All right, just for argument's sake: Let's say California voters had learned about this Love Child business prior to the special election (keeping in mind that he was supposed to have fathered the kid nearly a decade ago). Mother Jones blogger Kevin Drum considers the possibilities:
it's almost a dead certainty that the recall would have failed and Gray Davis would have remained governor. The car tax would have stayed in place, no bonds would have been issued to make up for it, and California's deficit problems would have been less than half as bad as they turned out to be under Schwarzenegger. That's what comes of running a politically motivated snap election with weird rules in six weeks: you don't really know what you're getting.

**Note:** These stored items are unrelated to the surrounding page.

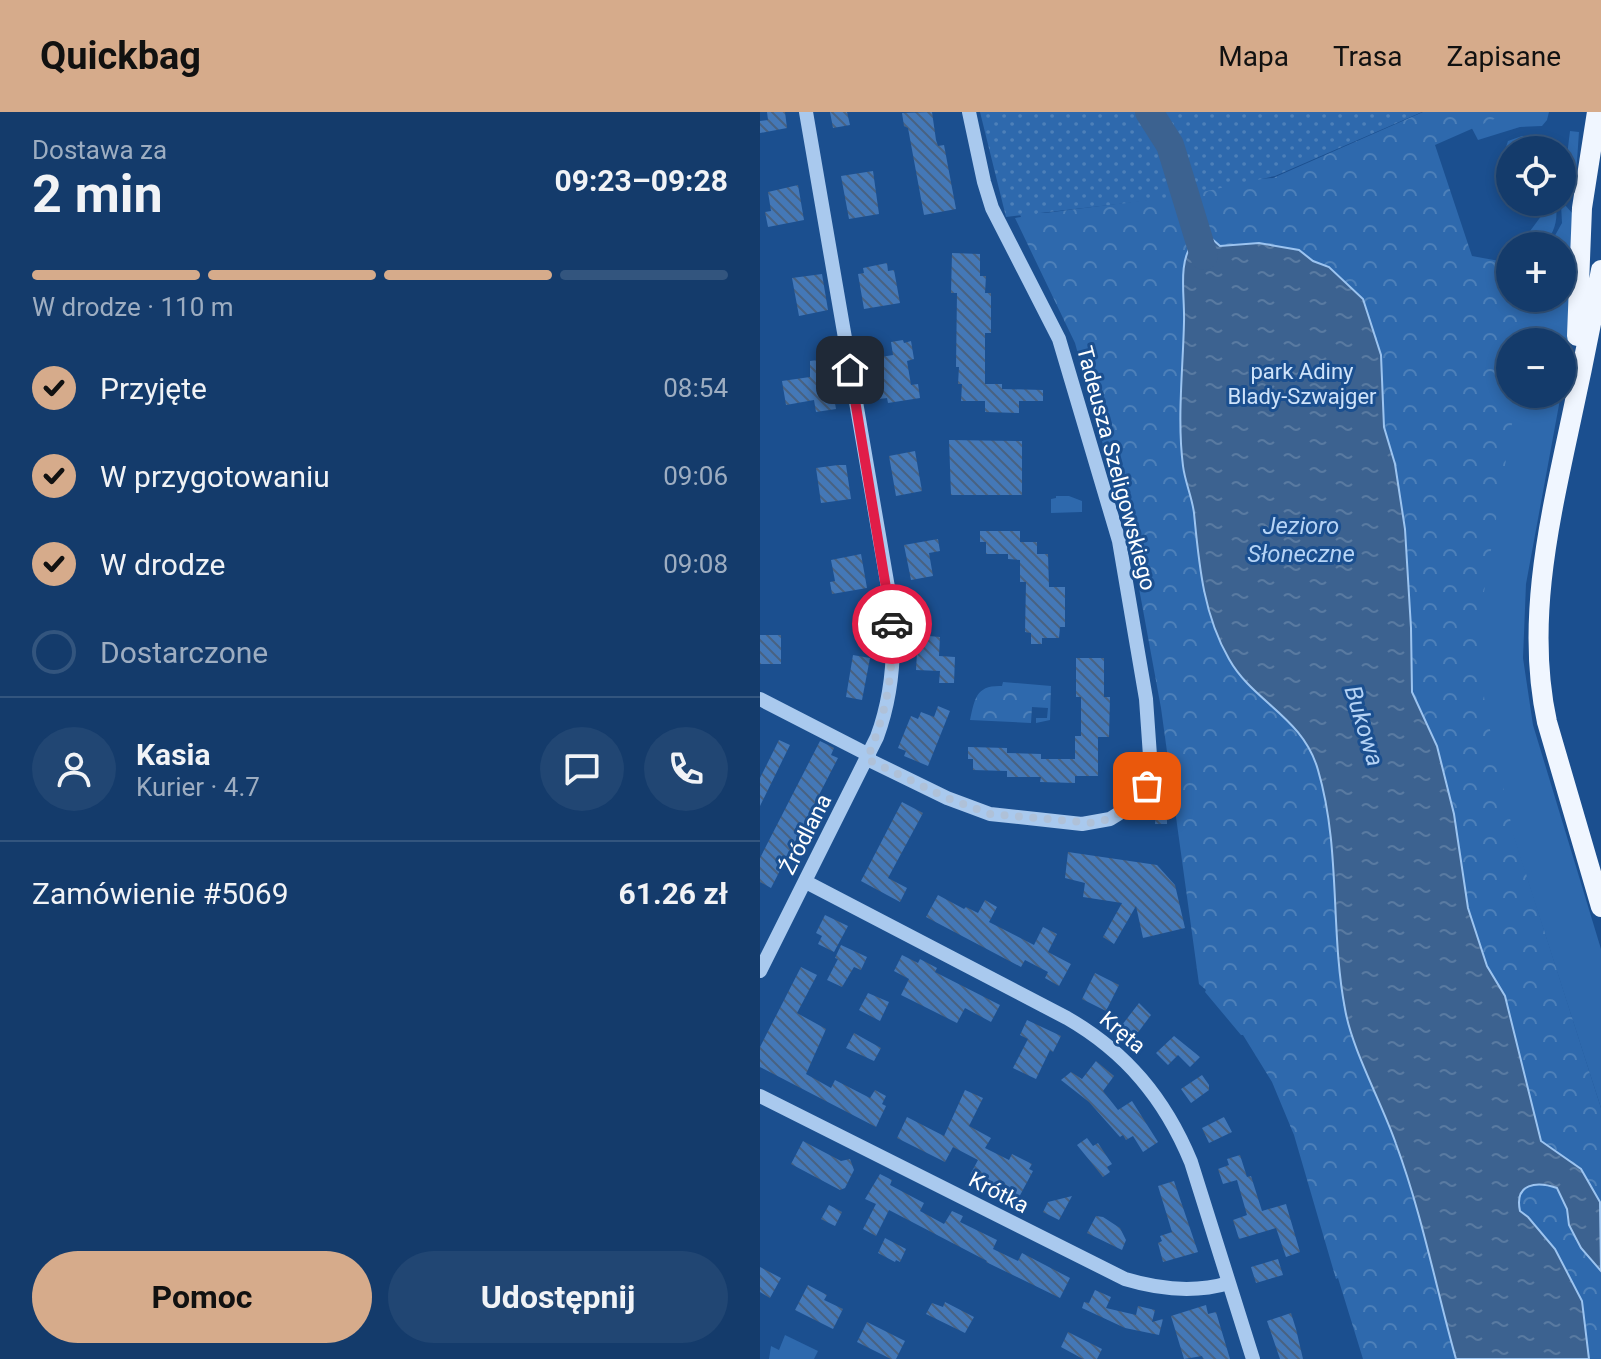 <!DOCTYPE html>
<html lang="pl">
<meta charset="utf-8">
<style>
:root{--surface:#143b6b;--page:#214673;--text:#f1f3f6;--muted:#9dadc1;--line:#33557e;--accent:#d6ab8b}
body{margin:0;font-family:Roboto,sans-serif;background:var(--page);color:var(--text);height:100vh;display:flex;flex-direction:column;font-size:30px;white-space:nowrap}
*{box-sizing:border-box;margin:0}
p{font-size:26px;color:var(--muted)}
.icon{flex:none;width:44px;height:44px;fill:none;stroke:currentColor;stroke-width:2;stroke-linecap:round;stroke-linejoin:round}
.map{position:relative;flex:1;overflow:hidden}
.details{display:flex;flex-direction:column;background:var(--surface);width:760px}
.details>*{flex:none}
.buttons{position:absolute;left:736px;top:24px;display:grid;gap:16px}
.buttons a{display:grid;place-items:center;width:80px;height:80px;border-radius:50%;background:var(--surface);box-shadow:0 4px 12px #0003,0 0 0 2px var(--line);font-size:40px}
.pin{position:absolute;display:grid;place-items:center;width:68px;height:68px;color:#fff;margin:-34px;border-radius:16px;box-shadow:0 4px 12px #0006}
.courier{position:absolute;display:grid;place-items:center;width:80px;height:80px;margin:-40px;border:6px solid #e11d48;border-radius:50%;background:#fff;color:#222;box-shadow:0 2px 10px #0007}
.summary em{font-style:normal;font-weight:700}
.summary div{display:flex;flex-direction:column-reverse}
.summary{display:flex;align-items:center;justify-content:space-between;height:136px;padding:0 32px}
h1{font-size:52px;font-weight:700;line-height:60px}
.bar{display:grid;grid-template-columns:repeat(4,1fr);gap:12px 8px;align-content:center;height:96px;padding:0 32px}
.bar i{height:10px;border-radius:6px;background:var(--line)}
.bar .on{background:var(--accent)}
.bar p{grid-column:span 4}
.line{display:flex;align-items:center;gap:20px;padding:0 32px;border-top:2px solid var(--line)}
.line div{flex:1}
.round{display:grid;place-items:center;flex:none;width:84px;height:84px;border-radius:42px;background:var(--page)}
ol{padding:0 32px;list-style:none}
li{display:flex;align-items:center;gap:24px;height:88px}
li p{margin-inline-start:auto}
li .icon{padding:8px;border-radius:50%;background:var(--accent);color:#111;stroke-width:4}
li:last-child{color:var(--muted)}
li i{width:44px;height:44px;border:4px solid var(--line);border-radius:50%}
.button{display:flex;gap:16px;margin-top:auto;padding:16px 32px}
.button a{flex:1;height:92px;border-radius:48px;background:var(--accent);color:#111;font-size:32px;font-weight:700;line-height:92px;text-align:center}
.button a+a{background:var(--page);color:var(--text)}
header{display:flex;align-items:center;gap:48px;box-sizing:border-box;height:112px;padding:0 40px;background:var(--accent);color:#111}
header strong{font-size:38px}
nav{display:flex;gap:44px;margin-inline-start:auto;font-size:28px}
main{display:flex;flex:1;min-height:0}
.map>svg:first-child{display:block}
.grass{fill:#2e69ad}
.park{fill:url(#park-crowns)}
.garden{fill:url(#garden-dots)}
.water{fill:url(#water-ripples);stroke:#9cc4f0;stroke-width:2}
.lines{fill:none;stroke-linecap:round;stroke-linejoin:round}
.river{stroke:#3c6290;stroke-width:28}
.building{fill:url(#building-back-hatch)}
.minor{stroke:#a9c9ee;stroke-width:14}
.major{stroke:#f0f6ff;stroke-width:20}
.done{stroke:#afc1d8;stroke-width:8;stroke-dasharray:0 14.4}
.route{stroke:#e11d48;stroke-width:10}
.labels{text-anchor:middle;stroke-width:6;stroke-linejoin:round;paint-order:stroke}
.park-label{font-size:22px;fill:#cfe3fa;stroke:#1b4f8f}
.street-label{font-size:22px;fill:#fff;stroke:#1b4f8f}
.water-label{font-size:24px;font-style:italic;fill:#b5d3f5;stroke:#1b4f8f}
</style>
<header>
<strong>Quickbag</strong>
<nav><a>Mapa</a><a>Trasa</a><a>Zapisane</a></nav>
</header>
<main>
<section class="details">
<div class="summary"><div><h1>2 min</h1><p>Dostawa za</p></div><em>09:23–09:28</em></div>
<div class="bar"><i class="on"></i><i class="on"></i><i class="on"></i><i></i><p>W drodze · 110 m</p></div>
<ol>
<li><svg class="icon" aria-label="check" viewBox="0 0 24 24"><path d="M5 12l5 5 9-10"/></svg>Przyjęte<p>08:54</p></li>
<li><svg class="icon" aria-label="check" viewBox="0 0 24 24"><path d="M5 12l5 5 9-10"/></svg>W przygotowaniu<p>09:06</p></li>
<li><svg class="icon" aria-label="check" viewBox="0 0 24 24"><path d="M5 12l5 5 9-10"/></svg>W drodze<p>09:08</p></li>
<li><i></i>Dostarczone</li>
</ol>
<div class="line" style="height:144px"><a class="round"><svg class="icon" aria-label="person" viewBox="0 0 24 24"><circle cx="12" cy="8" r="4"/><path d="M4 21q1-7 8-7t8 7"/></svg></a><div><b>Kasia</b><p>Kurier · 4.7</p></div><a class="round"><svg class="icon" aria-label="chat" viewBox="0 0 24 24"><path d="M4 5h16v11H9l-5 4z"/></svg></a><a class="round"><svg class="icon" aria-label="phone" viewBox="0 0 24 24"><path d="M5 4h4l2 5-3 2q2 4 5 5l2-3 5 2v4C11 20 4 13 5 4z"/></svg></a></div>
<div class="line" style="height:104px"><div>Zamówienie #5069</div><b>61.26 zł</b></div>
<div class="button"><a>Pomoc</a><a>Udostępnij</a></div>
</section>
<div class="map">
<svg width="841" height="1247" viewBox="0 0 841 1247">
<defs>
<pattern id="park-crowns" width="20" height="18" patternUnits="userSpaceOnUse" patternTransform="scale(2)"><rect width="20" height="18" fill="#2e69ad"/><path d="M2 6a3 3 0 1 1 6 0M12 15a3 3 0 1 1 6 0" fill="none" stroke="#4d80b9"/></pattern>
<pattern id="garden-dots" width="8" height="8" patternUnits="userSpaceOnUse" patternTransform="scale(2)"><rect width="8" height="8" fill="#2e69ad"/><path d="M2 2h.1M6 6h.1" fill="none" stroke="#4d80b9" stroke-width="1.8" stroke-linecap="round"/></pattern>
<pattern id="water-ripples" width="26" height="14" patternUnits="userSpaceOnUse" patternTransform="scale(2)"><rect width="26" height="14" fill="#3c6290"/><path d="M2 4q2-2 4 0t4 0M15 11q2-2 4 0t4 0" fill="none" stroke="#597aa1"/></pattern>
<pattern id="building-back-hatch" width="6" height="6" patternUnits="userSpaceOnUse" patternTransform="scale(2)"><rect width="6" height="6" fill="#4478b7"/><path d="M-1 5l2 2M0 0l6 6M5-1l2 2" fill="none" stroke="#486282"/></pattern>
</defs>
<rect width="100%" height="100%" fill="#1b4f8f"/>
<!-- grass -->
<path class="grass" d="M715,0H789L787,8L782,14L760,15L718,28L706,5Z
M810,19L819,20L815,78L802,84Z
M762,24L779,25L782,30V38H757L756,35L745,38L748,29Z
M790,92L796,93C798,110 794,122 782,134H759Z
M801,93H805L813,102L809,230L802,276V230H751L750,186H802V134H789L802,111Z
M750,282H801L766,472L763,546L773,613L841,837V996L706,577Z
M296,384H309L322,389V400L291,401V387L296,386Z
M25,1223L58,1239L54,1247H9L11,1234L19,1238Z"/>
<!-- park -->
<path class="park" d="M663,0H750L675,33L712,144L750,151V186H773L766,230H750V282H757L720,504V552L726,600L754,724L841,996V1247H603L578,1166L576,1167L534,1023L512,970L483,923H481L445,880L446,878L439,872L401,596L372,438L315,231L255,106L261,105L259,100L285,101L411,85L428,72L513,66Z
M243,570L291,574L290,608L276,611V606H287L288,596L272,595L271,611L210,608C215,586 216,573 242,574Z"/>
<!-- garden -->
<path class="garden" d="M220,0H662L515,64L438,81L437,83L246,105Z"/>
<!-- water -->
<path class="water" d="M438,109L443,119L460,134L499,131L539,138L553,149L569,155L603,187L621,243L624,315L635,352L645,417L651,516L652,580L677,634L694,702L708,796L727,854L745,884L781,1029L821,1057L840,1090L841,1159L821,1136L809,1113L807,1097L797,1076C777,1069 754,1071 760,1099L768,1105L795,1137L822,1189L829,1247H696C676,1176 662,1102 636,1032C622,991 592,938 585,897C570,818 581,736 558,658C543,605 493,590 469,547C443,502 439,452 434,401C432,385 425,370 423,354C417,307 423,257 424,210C425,183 417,151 434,128L432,111Z"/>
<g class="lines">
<!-- river -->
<path class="river" d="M389,0L410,33L444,144"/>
</g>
<!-- building -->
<path class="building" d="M7,0H25L27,16L0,21V9L8,8Z
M70,0H87L90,13L73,16Z
M172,0L176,28L178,34L184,33L196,97L164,103L148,16L144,14L142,1Z
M113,59L119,102L89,107L81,64Z
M38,73L44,108L8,115L5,100L11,99L8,80Z
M192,141L220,142V164H226L225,181H231V221H225V272H242V277L283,278V289H259V301L225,300V289H201L202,272H198L199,255H196L197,181H191Z
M127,151L128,159L134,158L140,191L104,197L98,162L104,161L103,156Z
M62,162L68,198L39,204L32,166Z
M143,228L144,231L151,229L154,247L147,249L151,273L158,272L160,286L128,291L127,286L119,287L113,252L122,250L121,245L133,243L131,230Z
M65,247L66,255L69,254L76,297L56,300L54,288L26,293L22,269L50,265V249Z
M189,328L262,329V383H191Z
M155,339L162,379L136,384L129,344Z
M78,353H86L91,387L61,391L56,356Z
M220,419H260V430H277V442H288L289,475H305V515H300L299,526H282V532H271V521L265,520L266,470H260V448L248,447V442H226V430H220Z
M178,427L180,439L169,441L173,464L151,468L144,433Z
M101,442L107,476L72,482L70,470L75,469L71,448Z
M0,523H21V552H0Z
M158,523L180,525L179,544L195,545L194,571H179L180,559L156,558Z
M93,543L110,546L102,588L86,585Z
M316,546H344V585H350L349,625H338V664H315V671L280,670L281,665H247V659L213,658V647H208V635L247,636V641L281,642V647H315V624H321V585H316Z
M178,594L190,599L168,654L144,644L146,639L138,636L151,604L158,607L161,600L174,605Z
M19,628L30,633L0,694V666Z
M60,629L74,636L71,643L78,646L11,776L0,770V746Z
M397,683H407V712H395Z
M142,690L163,701L128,766L147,776L140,790L101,769Z
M308,740L397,753L415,773L425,816L383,826L376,794L354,832L343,825L362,791L323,785L325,771L305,766Z
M178,783L204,797L206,795L218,801L225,788L237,795L229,810L274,833L283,815L297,822L288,840L311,852L299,874L285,866L288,860L265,848L261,855L166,805Z
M65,803L88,814L74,840L58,832L62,824L56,821Z
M81,833L107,845L101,858L94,855L82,875L67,868L78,847L75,846Z
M142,843L158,851L160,847L177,856L175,860L240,893L231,910L205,896L197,911L141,883L149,867L134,859Z
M41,855L57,863L37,901L66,917L46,962L71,976L75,968L110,986L115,978L126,984L122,992L126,994L116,1015L0,955V935Z
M335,861L359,873L346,899L322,887Z
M108,881L129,890L120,909L99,898Z
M379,891L391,903L376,923L362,913Z
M267,908L301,924L293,940L290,938L276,967L253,956L268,927L260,923Z
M94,921L121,936L114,949L86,936Z
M414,924L440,945L430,955L418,943L408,953L396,941Z
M336,949L354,964L343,979L358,998L372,989L398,1030L383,1040L373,1024L366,1028L363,1023L360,1025L329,990L301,968L311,960L322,967Z
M442,963L449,973V978L431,991L421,977Z
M205,978L223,986L209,1014L231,1026L225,1036L249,1048L252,1042L272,1052L269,1057L273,1059L258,1087L210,1063L218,1048L193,1035L185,1050L137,1026L147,1005L184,1024Z
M464,1005L472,1020L449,1031L442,1016Z
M327,1026L333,1034L338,1031L352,1052L347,1055L350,1060L343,1065L317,1033Z
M43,1029L81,1049L90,1047L94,1058L85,1076L80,1078L31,1052Z
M480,1043L487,1065L491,1064L502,1099L526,1092L540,1140L526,1145L516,1116L479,1127L473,1108L487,1103L477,1068L463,1072L458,1057L469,1053L467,1047Z
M120,1062L132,1068L130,1073L164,1091L160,1099L184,1112L192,1099L203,1104L200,1110L237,1128L233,1137L258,1149L262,1141L310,1166L300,1186L226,1150L227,1149L129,1098L116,1124L103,1117L116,1092L105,1087Z
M414,1069L438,1140L403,1150L398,1131L402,1129L400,1124L412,1120L398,1074Z
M312,1084L299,1108L283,1100L288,1090Z
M69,1093L82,1100L75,1114L61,1107Z
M336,1104L343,1105L360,1116L366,1128L362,1138L327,1121Z
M125,1126L146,1137L140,1150L136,1148L135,1150L118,1141Z
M518,1147L523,1163L496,1171L491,1155Z
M0,1155L21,1166L10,1186L0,1180Z
M48,1173L67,1183L64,1188L83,1197L73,1217L35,1198Z
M335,1178L351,1185L346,1196L376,1203L378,1194L395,1198L392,1210L403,1207L399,1223L365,1216L322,1196L324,1190L329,1191Z
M185,1190L214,1205L205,1221L166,1202L172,1191L183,1195Z
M446,1193L448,1202L456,1200L470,1247H443L442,1244L424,1247L411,1204Z
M531,1201L536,1217L543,1247H520L507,1209Z
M107,1210L145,1229L136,1247H131L97,1230Z
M308,1220L342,1237L337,1247H323L301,1235Z"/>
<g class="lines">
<!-- minor -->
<path class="minor" d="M0,587L109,643
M107,647L187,686L230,702L322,712L350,707L374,692L387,674L391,658L386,587L359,429L299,227L232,96L224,70L209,0
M46,770L307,906C366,940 405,987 431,1050L493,1247
M0,859L117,625C133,581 136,533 130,487L46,0
M0,984L365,1167C398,1177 435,1181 469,1171"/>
<!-- major -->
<path class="major" d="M841,158C832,208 822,258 811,308C790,407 765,509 787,610L841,795
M817,224L822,96L837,0"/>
</g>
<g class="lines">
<!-- done -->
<path class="done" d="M132,512C134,560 126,603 107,647L187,686L230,702L335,711C358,705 374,695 387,674"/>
<!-- route -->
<path class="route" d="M90,258L132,512"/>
</g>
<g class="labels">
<!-- park labels -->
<g class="park-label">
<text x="542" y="267">park Adiny<tspan x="542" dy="25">Blady-Szwajger</tspan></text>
</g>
<!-- street labels -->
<g class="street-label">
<text transform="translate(357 356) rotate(75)" y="8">Tadeusza Szeligowskiego</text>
<text transform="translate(45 722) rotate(-63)" y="8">Źródlana</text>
<text transform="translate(363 920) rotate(40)" y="8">Kręta</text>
<text transform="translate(239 1080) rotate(27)" y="8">Krótka</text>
</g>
<!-- water labels -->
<g class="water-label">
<text x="541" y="422">Jezioro<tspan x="541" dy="28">Słoneczne</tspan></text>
<text transform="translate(604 614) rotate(73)" y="8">Bukowa</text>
</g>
</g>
</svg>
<div class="buttons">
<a><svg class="icon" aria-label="locate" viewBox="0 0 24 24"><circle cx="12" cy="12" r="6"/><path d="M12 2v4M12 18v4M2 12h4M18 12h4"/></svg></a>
<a>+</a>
<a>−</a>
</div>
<div class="pin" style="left:387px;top:674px;background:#ea580c"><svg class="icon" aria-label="bag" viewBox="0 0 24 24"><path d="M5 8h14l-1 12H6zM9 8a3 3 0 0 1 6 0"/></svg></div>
<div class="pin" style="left:90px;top:258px;background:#1f2937"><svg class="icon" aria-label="home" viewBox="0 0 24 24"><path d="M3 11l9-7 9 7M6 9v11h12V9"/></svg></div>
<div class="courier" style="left:132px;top:512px"><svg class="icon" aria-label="car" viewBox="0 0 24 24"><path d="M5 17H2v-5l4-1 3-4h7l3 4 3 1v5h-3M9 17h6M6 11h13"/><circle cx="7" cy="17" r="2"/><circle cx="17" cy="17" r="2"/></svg></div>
</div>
</main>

Well, maybe. But don't minimize the role of anti-tax whack jobs like Ted Costa and Sal Russo (unofficial founder of the Tea Party) who managed to convince a majority of California voters that the car tax had to go (the recall effort won by a comfortable margin). Also don't minimize the damage that the mortgage meltdown had on the overall California economy, leading to lower tax revenues and higher deficits (that would have happened no matter who was running the show). And let's be honest: state government had been on a dysfunctional course well before Schwarzenegger even considered a run for governor. Why? In a nutshell, blame term limits, the outrageous initiative process, and older-skewing Proposition 13 voters who were unwilling to pay their fair share, no matter the consequences down the line. So while Arnold is a tempting target this morning, there was a lot more to the story.